Koordinator Aksi, Eva Khovivah mengatakan aksi ini adalah bentuk solidaritas kepada anak koran kekerasan dan meminta negara untuk memperhatikan masalah tersebut. "Angka kekerasan terhadap anak terus meningkat dari tahun ke tahun, di Aceh maupun di Indonesia secara umum," ujarnya.
Dia menyebutkan, kasus terakhir di Aceh adalah dugaan pencabulan terhadap anak 8 tahun di Kabupaten Nagan Raya, yang terjadi pekan lalu. Polisi masih memburu pelakunya.
Kasus kematian yang menimpa YY di Bengkulu haruslah dijadikan pelajaran agar pemerintah dan semua pihak dapat menghentikan kekerasan seksual terhadap anak sejak sekarang. Kasus yang sama juga pernah menimpa D di Banda Aceh pada 2013 silam.
Dalam dua tahun terakhir di Aceh, catatan Jaringan Pemantauan Aceh (JPA) 231, bahwa kekerasan seksual rentan dialami oleh perempuan dan anak, dan banyak didapatkan bahwa pelakunya adalah orang terdekat korban.
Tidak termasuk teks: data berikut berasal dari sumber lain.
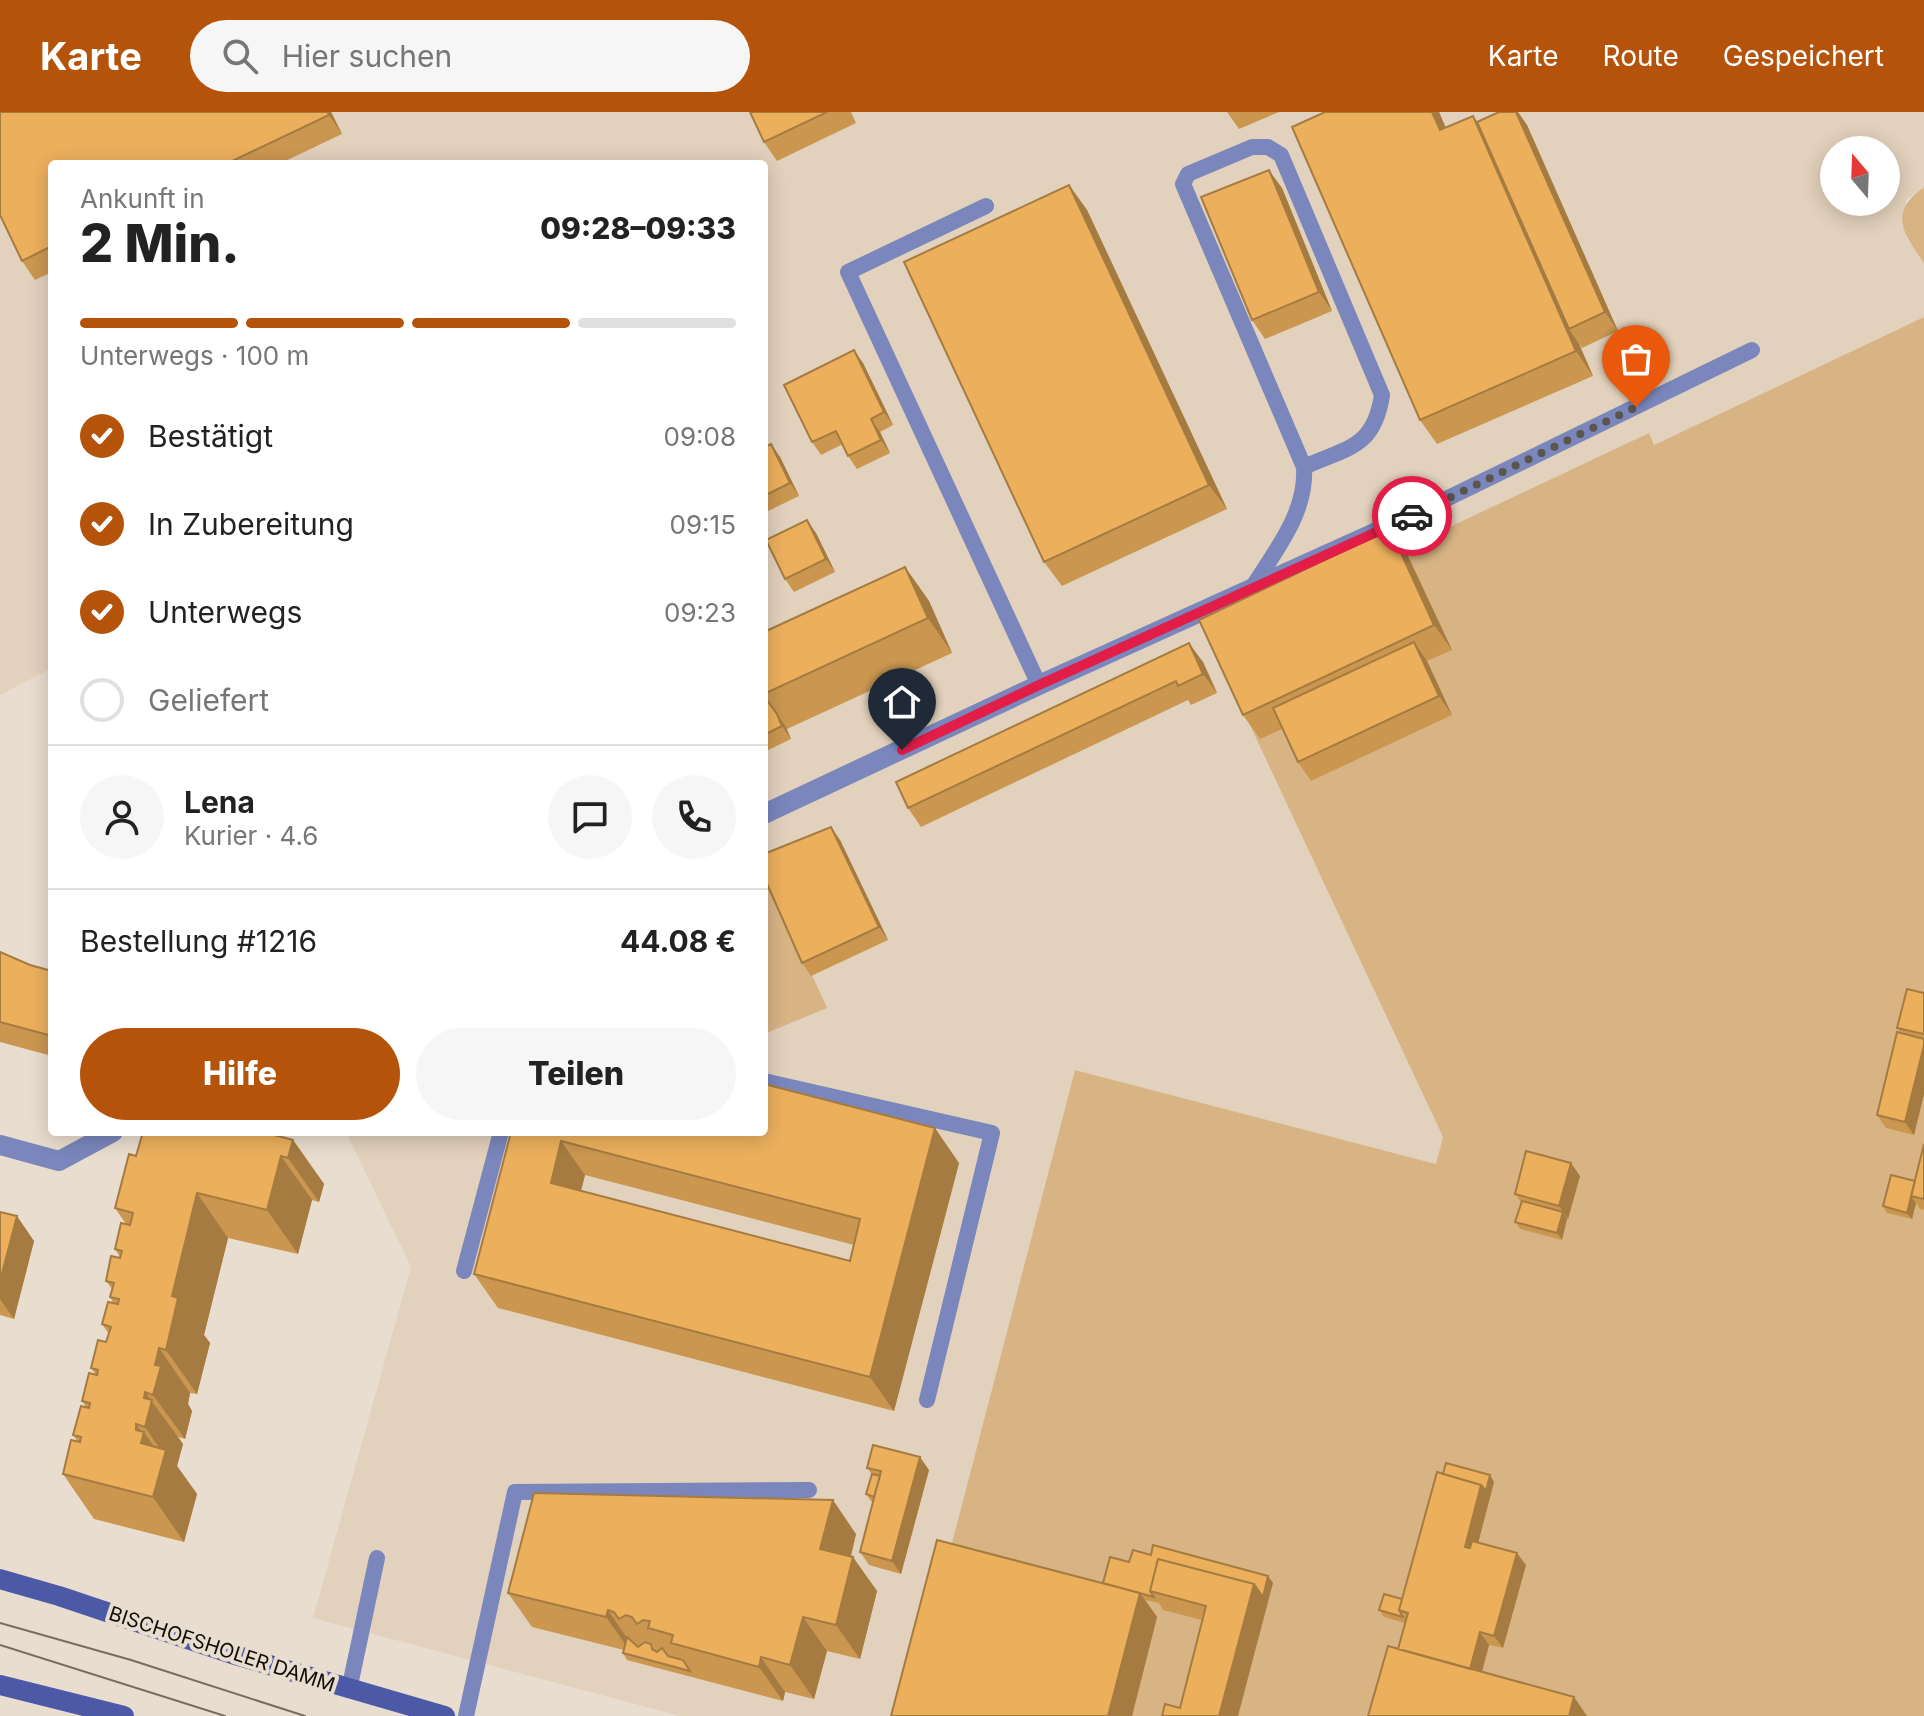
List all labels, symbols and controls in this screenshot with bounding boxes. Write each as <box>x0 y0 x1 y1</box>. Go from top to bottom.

Tahun 2013 ada 45 kasus dan tahun 2014 ada 57 kasus. Bahkan di tahun 2015 angka kekerasaan seksual bukan menurun malah meningkat, seperti yang sudah didokumentasikan oleh JPA 231 dan P2TP2A Aceh sebanyak 84 kasus. "Pemerkosaan adalah kasus yang tertinggi. Itu data yang terungkap," kata Eva.
Melalui aksi tersebut, pejabat pemerintah didesak untuk meneguhkan sikap secara serius berkomitmen atas pembahasan-pengesahan Rancangan Undang-Undang Penghapusan Kekerasan Seksual. "Korban harus diperhatikan hak-haknya atas keadilan, kebenaran dan pemulihan serta jaminan atas ketidakberulangan,” ujar Eva.